= Tomasz Guzik =

Polish physician scientist

Tomasz Jan Guzik (born 8 March 1974 in Kraków, Poland) is a Polish physician scientist. Since 2012, he has been the Regius Professor of Physiology at the University of Glasgow.

He is a member of the American Heart Association and scientific societies of Poland, United Kingdom and the United States of America.

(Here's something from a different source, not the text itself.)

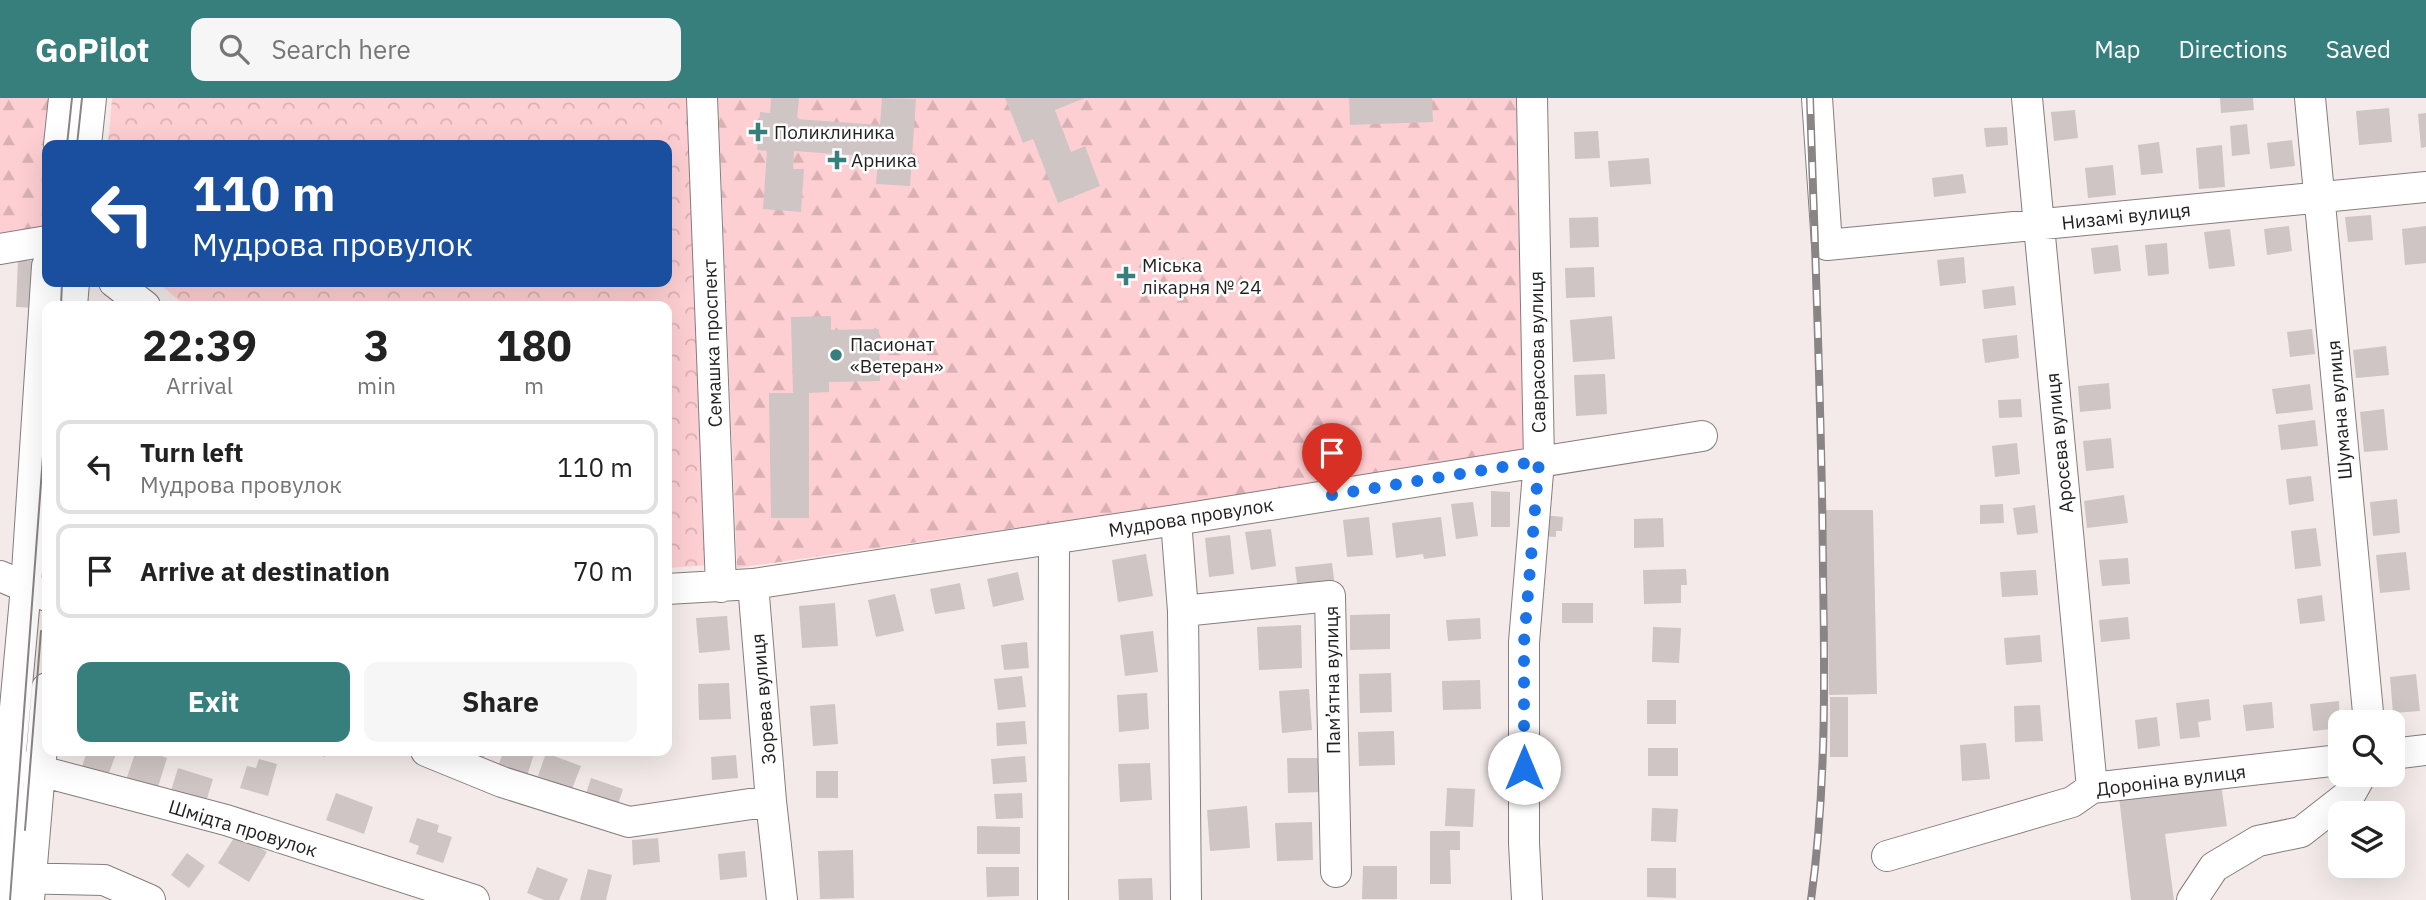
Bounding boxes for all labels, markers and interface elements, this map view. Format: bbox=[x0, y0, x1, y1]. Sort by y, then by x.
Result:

==Early life and education==
Guzik graduated in Medicine from Jagiellonian University School of Medicine in Kraków, He continued his education in Oxford receiving a degree in molecular medicine from the University of Oxford where he studied under the guidance of Prof Keith M Channon. He received PhD degree in 2000 under the guidance of Prof Juliusz Pryjma and in 2004 became an assistant professor at Jagiellonian University.

==Academic career==
His scientific work concerns vascular biology and pharmacology of endothelium. His research focuses on the mechanisms of oxidative stress in human vasculature and on the search for novel antioxidants which could be clinically more useful than vitamins currently available. Working at the Wellcome Trust in Oxford, he found the possible relationships between genetic variation of human genome and free radical production and oxidative stress. He described selected mechanisms of oxidative stress in human diabetes mellitus.

Notable recognition that Guzik has received include the honorary Bernard and Joan Marshall Prize in Research Excellence from the British Society for Cardiovascular Research and the Corcoran Memorial Prize and Lecture from the American Heart Association in 2017.

Guzik is the current Editor-in-Chief of Cardiovascular Research, a high-impact academic journal produced by the European Society of Cardiology.

==Honours==
Guzik has received awards from the Polish Government, Crescendum Est Polonia Foundation, Wellcome Trust and others. In 2010, he was awarded the Prize of the Foundation for Polish Science. He was elected a Fellow of the Royal Society of Edinburgh in 2024.